PROBLEM DESCRIPTION: Whenever a line in the data contains "margin", show that line.

SUPPLIED RECORDS: Begin

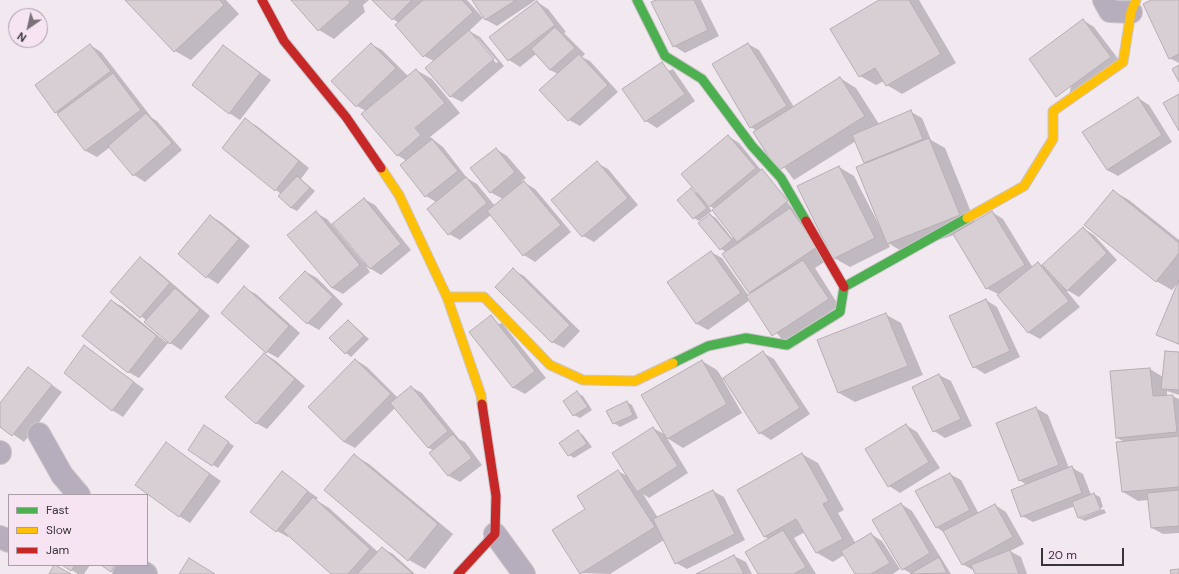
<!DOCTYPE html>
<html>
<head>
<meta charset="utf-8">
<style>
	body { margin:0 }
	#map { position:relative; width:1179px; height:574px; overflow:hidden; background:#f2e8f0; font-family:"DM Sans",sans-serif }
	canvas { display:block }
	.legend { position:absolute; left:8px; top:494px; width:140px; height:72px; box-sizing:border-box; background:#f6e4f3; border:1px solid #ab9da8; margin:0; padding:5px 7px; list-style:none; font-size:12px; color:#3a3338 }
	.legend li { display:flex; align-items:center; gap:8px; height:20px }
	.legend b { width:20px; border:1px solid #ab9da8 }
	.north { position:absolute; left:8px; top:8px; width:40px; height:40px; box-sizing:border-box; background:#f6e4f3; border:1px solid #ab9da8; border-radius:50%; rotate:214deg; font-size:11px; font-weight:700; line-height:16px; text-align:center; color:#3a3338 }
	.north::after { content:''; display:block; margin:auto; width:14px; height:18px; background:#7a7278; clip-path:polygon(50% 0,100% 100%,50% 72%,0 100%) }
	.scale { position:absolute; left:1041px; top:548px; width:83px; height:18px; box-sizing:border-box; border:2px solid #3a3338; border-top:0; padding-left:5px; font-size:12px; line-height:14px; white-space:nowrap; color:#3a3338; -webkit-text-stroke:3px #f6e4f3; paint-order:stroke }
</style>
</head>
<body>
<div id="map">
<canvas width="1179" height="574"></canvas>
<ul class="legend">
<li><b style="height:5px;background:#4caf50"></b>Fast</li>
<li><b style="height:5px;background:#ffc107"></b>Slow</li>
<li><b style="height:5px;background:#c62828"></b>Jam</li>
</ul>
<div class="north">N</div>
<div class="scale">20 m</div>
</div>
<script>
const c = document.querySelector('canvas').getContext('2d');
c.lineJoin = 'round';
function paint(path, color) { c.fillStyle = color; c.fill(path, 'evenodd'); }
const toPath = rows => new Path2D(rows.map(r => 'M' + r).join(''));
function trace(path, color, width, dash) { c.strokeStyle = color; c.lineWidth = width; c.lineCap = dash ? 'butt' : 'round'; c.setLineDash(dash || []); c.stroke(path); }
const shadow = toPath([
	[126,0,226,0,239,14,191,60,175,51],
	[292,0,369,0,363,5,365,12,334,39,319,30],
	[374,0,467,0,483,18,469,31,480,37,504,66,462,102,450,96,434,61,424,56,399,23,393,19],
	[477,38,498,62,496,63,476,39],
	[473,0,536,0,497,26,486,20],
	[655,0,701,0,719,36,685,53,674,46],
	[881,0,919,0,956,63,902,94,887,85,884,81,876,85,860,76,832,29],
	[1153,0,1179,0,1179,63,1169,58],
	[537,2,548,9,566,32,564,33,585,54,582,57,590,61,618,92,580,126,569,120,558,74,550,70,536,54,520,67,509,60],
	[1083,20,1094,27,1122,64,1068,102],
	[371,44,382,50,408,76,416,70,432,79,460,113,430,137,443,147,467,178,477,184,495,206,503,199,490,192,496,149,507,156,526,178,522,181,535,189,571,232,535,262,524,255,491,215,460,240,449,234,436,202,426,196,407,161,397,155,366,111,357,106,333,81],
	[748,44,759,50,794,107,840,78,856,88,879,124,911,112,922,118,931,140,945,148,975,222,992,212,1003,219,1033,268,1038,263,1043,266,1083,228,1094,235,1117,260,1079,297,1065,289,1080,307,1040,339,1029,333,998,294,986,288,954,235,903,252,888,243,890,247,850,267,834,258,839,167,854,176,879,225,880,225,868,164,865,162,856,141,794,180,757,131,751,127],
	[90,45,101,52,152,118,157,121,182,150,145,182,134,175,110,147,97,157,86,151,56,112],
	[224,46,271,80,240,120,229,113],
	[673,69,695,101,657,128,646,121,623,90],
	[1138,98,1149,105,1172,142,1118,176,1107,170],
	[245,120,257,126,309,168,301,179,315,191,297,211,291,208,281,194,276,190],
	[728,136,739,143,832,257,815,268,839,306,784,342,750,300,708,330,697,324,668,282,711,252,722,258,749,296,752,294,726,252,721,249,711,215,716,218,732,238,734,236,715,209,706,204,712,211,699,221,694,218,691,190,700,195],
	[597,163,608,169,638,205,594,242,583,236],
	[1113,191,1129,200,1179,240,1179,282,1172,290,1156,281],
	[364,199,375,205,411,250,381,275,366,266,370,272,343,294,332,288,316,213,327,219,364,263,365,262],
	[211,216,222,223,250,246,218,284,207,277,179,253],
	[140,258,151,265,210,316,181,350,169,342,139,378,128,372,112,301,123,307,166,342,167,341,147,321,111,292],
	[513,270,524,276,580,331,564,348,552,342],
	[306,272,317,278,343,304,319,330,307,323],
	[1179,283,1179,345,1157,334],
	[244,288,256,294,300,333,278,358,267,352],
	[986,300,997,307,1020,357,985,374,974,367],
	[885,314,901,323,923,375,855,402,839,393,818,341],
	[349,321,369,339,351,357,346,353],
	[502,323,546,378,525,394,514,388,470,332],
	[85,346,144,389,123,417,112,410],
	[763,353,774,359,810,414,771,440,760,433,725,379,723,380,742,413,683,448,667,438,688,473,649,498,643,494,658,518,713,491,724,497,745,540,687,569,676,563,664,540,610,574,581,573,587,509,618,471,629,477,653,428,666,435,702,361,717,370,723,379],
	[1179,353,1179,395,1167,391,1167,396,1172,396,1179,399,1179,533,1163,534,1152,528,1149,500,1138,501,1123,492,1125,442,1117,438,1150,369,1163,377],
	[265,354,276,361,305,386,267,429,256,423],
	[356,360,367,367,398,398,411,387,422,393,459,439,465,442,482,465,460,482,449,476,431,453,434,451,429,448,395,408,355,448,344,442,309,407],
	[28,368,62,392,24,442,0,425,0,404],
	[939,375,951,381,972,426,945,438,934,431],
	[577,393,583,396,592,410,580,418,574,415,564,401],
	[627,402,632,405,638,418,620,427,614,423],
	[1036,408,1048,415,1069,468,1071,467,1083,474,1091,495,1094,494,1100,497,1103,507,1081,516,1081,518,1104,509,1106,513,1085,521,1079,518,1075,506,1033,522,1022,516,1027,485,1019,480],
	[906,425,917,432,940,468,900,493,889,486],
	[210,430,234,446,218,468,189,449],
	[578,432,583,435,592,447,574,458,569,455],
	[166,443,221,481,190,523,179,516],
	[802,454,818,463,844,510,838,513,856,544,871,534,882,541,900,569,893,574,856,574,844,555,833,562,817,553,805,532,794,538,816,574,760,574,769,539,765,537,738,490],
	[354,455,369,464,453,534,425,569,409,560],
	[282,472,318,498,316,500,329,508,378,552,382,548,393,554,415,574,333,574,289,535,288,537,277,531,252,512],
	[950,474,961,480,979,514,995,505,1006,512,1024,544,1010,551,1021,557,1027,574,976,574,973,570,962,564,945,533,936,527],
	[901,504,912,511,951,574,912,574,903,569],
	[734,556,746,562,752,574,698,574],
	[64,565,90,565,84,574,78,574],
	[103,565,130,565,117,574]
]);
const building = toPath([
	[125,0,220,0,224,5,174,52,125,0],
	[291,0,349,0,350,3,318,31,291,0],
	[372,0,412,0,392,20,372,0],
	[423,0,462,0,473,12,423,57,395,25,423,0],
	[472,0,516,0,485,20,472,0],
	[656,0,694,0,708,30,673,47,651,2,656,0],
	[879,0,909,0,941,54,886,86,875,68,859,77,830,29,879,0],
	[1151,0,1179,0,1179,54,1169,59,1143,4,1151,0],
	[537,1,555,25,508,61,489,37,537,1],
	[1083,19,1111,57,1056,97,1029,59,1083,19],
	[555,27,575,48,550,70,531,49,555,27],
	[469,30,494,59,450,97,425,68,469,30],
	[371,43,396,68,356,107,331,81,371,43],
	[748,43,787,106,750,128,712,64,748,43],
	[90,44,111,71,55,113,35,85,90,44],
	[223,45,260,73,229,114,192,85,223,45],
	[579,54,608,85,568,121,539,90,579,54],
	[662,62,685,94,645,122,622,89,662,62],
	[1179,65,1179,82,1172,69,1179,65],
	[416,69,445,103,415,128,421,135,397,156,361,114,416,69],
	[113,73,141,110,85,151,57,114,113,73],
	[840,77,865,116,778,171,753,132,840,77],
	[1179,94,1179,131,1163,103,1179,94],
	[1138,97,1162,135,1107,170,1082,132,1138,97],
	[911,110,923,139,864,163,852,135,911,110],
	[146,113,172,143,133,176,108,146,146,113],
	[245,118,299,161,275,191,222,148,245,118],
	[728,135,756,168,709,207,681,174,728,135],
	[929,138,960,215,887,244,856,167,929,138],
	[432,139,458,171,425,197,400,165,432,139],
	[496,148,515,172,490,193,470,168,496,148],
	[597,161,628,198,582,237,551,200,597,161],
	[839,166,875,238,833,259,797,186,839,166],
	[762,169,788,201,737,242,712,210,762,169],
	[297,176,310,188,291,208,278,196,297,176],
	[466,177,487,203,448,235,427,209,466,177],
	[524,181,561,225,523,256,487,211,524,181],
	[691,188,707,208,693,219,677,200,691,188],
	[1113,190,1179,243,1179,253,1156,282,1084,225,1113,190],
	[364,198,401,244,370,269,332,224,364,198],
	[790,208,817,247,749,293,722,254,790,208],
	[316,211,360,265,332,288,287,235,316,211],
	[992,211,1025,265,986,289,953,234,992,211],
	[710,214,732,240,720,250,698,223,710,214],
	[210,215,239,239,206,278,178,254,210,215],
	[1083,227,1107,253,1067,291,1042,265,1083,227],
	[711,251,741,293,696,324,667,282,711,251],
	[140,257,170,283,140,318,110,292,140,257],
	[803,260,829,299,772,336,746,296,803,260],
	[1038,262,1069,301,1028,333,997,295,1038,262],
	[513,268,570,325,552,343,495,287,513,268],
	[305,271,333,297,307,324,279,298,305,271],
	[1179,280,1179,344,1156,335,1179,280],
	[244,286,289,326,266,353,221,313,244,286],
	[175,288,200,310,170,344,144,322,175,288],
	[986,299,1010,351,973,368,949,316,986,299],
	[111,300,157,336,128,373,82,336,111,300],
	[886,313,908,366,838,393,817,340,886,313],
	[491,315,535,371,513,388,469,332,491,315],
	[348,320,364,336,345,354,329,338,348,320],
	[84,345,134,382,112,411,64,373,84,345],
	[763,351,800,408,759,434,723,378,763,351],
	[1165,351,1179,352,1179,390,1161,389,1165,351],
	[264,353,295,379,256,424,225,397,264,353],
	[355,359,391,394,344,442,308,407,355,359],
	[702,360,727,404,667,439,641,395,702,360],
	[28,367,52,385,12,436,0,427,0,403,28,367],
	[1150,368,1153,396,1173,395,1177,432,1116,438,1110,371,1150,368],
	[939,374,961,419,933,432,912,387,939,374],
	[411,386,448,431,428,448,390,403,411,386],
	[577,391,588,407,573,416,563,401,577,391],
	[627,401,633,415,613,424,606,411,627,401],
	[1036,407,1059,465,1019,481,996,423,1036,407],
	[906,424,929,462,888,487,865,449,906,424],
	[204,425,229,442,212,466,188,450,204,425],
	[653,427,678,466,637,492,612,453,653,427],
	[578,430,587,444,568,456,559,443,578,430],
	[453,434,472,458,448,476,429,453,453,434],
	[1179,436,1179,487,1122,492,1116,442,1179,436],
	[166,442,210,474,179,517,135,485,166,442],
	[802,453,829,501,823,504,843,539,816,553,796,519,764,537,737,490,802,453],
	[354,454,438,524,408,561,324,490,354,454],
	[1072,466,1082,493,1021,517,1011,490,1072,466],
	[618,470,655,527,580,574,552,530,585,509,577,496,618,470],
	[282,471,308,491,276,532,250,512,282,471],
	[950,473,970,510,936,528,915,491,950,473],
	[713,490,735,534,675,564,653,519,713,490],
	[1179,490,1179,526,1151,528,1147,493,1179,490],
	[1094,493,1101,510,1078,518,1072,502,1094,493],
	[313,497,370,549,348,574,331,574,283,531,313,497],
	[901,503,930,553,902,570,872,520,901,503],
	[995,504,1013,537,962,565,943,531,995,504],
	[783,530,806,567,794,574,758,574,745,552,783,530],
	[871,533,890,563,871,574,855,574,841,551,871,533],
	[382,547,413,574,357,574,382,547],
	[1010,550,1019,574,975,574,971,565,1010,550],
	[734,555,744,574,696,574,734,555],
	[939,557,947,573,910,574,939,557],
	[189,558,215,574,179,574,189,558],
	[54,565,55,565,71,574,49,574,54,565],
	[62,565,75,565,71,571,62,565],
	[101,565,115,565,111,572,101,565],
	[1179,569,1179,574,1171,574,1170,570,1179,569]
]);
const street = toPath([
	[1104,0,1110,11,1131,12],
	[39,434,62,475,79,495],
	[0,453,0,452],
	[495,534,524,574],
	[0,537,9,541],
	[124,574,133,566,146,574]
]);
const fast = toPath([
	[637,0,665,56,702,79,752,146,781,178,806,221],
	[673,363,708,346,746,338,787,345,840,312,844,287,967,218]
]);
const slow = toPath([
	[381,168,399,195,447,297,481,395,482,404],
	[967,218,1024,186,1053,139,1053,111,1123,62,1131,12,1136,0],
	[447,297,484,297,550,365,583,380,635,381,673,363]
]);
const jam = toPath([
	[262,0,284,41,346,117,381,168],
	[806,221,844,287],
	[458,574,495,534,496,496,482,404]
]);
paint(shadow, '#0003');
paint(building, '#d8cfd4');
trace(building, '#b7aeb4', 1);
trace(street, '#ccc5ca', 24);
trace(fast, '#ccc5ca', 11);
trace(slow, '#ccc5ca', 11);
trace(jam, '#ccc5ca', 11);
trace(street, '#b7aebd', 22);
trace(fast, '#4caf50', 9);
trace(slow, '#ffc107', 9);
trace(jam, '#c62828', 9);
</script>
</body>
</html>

SUPPLIED RECORDS: End

RESULT:
	body { margin:0 }
	.legend { position:absolute; left:8px; top:494px; width:140px; height:72px; box-sizing:border-box; background:#f6e4f3; border:1px solid #ab9da8; margin:0; padding:5px 7px; list-style:none; font-size:12px; color:#3a3338 }
	.north::after { content:''; display:block; margin:auto; width:14px; height:18px; background:#7a7278; clip-path:polygon(50% 0,100% 100%,50% 72%,0 100%) }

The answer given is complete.